Task statement ▸ Filter out every line below that lacks "absolute", and copy the rest.
*** Opening of Task input ***
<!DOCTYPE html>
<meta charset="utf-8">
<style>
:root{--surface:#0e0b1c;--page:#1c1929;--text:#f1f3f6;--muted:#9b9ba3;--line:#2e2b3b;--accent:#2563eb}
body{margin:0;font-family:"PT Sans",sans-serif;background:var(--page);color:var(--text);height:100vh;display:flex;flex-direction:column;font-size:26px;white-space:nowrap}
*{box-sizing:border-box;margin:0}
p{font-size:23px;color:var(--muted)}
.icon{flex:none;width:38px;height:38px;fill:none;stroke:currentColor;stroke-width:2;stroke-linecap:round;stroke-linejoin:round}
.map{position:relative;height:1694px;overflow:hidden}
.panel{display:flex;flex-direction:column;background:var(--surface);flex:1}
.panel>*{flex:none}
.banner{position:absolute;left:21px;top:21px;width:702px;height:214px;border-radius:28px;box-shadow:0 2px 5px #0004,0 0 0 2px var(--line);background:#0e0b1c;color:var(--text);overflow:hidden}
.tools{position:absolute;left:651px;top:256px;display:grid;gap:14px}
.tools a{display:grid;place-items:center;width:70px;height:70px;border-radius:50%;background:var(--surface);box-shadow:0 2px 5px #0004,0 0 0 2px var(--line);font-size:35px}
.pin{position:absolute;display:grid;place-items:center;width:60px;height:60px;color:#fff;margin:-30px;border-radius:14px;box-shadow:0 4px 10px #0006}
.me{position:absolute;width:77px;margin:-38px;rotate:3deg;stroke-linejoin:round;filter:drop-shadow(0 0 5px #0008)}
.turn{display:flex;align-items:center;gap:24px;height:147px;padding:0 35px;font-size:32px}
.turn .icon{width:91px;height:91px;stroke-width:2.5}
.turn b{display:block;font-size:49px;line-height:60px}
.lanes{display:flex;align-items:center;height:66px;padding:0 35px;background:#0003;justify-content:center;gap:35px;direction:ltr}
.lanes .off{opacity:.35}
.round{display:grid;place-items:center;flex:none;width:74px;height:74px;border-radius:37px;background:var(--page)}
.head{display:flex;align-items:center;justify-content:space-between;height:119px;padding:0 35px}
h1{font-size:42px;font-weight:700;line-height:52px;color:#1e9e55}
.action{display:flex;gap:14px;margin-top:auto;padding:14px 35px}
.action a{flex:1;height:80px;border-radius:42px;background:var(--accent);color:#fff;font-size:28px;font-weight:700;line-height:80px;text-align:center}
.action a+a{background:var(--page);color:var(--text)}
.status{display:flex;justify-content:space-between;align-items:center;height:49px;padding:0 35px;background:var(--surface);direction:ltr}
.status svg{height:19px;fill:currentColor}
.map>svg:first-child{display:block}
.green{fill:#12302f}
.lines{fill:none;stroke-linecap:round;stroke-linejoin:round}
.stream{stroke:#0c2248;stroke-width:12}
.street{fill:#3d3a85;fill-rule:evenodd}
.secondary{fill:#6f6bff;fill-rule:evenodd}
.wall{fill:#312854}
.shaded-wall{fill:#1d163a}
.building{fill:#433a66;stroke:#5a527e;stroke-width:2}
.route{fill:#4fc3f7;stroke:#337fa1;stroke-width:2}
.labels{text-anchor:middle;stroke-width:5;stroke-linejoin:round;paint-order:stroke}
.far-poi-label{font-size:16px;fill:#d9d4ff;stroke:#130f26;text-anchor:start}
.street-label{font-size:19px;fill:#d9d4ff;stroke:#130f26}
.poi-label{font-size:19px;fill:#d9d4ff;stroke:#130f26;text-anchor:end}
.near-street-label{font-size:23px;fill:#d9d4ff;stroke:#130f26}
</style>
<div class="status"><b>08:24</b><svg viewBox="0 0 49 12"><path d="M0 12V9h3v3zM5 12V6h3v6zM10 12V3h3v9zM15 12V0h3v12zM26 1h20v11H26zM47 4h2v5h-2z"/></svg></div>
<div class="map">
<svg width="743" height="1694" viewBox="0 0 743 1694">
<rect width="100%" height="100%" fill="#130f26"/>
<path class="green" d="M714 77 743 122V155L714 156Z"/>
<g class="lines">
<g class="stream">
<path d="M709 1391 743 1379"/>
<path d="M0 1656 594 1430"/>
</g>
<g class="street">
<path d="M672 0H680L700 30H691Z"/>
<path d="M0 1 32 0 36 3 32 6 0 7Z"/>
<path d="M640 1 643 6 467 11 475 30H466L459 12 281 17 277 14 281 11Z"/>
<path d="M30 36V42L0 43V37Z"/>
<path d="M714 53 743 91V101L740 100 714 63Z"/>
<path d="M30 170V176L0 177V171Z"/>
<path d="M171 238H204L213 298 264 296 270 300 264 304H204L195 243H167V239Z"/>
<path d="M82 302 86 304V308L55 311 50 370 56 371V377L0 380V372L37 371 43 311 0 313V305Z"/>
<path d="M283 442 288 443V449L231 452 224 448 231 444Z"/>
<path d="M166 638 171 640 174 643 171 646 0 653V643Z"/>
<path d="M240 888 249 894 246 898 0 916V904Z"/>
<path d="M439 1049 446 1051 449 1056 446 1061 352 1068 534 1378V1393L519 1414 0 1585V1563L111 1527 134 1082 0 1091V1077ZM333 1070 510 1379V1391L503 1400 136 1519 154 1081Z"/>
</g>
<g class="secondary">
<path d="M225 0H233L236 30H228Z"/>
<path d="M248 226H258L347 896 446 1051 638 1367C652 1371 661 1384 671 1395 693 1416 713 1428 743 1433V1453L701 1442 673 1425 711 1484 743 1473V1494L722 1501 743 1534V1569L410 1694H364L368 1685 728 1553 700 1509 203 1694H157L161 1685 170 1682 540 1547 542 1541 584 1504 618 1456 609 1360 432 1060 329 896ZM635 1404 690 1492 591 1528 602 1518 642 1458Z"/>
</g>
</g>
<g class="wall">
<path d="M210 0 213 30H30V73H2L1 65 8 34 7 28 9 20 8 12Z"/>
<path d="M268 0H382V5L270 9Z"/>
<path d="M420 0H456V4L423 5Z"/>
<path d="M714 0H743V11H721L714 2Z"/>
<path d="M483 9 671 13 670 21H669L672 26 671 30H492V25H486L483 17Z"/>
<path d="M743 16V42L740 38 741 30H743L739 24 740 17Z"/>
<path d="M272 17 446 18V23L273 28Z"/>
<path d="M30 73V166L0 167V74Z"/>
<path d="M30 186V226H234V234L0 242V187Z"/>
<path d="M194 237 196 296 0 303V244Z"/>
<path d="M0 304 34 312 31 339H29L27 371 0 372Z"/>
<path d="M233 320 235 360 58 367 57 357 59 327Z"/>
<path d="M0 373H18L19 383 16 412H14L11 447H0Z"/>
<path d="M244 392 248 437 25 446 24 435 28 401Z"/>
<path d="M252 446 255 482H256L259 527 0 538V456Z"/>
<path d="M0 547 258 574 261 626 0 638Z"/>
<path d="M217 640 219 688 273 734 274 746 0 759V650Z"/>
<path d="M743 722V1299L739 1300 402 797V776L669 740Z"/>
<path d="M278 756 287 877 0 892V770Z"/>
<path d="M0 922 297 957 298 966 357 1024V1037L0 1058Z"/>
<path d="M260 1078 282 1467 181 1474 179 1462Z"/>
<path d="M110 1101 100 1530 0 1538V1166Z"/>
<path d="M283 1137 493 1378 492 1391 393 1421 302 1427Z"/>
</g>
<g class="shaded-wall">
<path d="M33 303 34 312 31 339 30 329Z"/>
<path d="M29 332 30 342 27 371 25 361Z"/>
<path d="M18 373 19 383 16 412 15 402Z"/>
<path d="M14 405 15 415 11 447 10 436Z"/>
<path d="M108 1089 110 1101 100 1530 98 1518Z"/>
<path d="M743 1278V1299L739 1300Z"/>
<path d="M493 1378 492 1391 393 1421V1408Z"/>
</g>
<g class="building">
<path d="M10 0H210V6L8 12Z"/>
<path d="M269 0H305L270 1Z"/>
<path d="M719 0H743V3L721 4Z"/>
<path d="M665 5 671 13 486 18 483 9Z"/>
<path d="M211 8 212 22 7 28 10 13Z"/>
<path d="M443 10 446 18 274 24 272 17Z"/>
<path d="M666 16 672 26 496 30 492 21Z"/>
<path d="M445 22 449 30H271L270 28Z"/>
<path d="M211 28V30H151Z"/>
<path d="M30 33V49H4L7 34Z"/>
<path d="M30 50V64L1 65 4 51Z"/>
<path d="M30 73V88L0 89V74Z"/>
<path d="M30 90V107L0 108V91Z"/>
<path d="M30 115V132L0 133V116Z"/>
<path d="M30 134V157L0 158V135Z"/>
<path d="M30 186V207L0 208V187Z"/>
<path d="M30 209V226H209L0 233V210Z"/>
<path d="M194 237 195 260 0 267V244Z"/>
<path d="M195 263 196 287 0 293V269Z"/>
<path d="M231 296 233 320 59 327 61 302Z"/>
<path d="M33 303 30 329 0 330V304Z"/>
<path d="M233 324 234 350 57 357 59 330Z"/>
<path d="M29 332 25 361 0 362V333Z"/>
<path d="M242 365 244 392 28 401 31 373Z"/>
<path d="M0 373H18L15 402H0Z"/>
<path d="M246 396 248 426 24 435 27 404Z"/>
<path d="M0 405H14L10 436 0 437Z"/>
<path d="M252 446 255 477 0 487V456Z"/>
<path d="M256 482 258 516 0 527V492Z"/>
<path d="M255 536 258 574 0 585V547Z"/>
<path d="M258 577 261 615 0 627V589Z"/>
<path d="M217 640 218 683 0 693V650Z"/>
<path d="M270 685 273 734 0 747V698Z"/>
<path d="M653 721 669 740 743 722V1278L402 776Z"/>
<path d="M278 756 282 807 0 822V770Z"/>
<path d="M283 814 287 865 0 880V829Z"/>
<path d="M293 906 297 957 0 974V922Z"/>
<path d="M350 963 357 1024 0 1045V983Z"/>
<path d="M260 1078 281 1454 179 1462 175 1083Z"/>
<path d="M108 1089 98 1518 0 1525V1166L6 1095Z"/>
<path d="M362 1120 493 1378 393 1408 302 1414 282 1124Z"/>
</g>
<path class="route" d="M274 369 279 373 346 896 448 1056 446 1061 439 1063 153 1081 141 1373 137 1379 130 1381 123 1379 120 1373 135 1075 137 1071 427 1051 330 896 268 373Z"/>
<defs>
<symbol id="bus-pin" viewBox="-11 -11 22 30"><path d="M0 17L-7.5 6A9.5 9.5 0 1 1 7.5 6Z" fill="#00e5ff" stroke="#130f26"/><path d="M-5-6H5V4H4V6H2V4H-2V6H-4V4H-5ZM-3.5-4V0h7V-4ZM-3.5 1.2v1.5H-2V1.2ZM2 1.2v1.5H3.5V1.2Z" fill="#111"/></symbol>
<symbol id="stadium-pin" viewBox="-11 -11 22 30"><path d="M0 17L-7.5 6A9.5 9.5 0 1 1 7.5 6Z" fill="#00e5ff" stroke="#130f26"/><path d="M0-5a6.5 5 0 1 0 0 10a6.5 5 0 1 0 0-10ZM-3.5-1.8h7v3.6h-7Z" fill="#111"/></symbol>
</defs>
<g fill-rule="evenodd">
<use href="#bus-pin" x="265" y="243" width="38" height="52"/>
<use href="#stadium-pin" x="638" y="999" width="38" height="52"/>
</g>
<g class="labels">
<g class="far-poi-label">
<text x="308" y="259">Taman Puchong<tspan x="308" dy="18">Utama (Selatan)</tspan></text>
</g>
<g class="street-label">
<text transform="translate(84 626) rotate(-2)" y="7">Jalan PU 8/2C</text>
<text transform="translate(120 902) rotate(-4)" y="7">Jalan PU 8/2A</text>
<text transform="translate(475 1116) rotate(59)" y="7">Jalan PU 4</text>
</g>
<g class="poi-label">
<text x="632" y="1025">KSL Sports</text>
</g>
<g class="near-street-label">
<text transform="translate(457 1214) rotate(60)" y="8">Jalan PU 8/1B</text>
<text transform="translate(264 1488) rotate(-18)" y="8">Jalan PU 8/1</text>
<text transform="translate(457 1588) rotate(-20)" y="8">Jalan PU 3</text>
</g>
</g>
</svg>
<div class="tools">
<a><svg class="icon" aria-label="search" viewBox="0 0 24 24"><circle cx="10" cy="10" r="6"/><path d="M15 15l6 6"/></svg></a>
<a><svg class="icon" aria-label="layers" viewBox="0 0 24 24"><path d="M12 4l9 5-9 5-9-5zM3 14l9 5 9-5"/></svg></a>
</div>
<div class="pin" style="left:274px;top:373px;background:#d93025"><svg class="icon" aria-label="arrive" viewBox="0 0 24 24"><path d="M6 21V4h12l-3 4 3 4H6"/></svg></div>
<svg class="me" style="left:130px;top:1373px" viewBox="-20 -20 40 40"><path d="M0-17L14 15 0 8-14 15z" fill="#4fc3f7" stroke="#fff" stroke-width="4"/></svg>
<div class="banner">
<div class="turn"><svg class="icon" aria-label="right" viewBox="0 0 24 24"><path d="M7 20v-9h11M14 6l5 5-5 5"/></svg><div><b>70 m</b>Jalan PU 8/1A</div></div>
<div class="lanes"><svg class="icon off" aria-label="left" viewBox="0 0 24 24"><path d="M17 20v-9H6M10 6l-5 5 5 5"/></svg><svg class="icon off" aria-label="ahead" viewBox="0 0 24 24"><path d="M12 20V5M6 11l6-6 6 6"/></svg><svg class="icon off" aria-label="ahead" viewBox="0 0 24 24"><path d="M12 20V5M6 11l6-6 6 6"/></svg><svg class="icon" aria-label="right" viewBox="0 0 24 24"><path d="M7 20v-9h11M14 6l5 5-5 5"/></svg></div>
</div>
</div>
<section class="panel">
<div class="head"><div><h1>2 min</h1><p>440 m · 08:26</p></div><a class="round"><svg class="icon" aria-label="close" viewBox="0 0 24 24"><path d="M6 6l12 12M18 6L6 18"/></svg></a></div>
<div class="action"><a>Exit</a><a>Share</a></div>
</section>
*** Close of Task input ***
Exercise answer ▸
.banner{position:absolute;left:21px;top:21px;width:702px;height:214px;border-radius:28px;box-shadow:0 2px 5px #0004,0 0 0 2px var(--line);background:#0e0b1c;color:var(--text);overflow:hidden}
.tools{position:absolute;left:651px;top:256px;display:grid;gap:14px}
.pin{position:absolute;display:grid;place-items:center;width:60px;height:60px;color:#fff;margin:-30px;border-radius:14px;box-shadow:0 4px 10px #0006}
.me{position:absolute;width:77px;margin:-38px;rotate:3deg;stroke-linejoin:round;filter:drop-shadow(0 0 5px #0008)}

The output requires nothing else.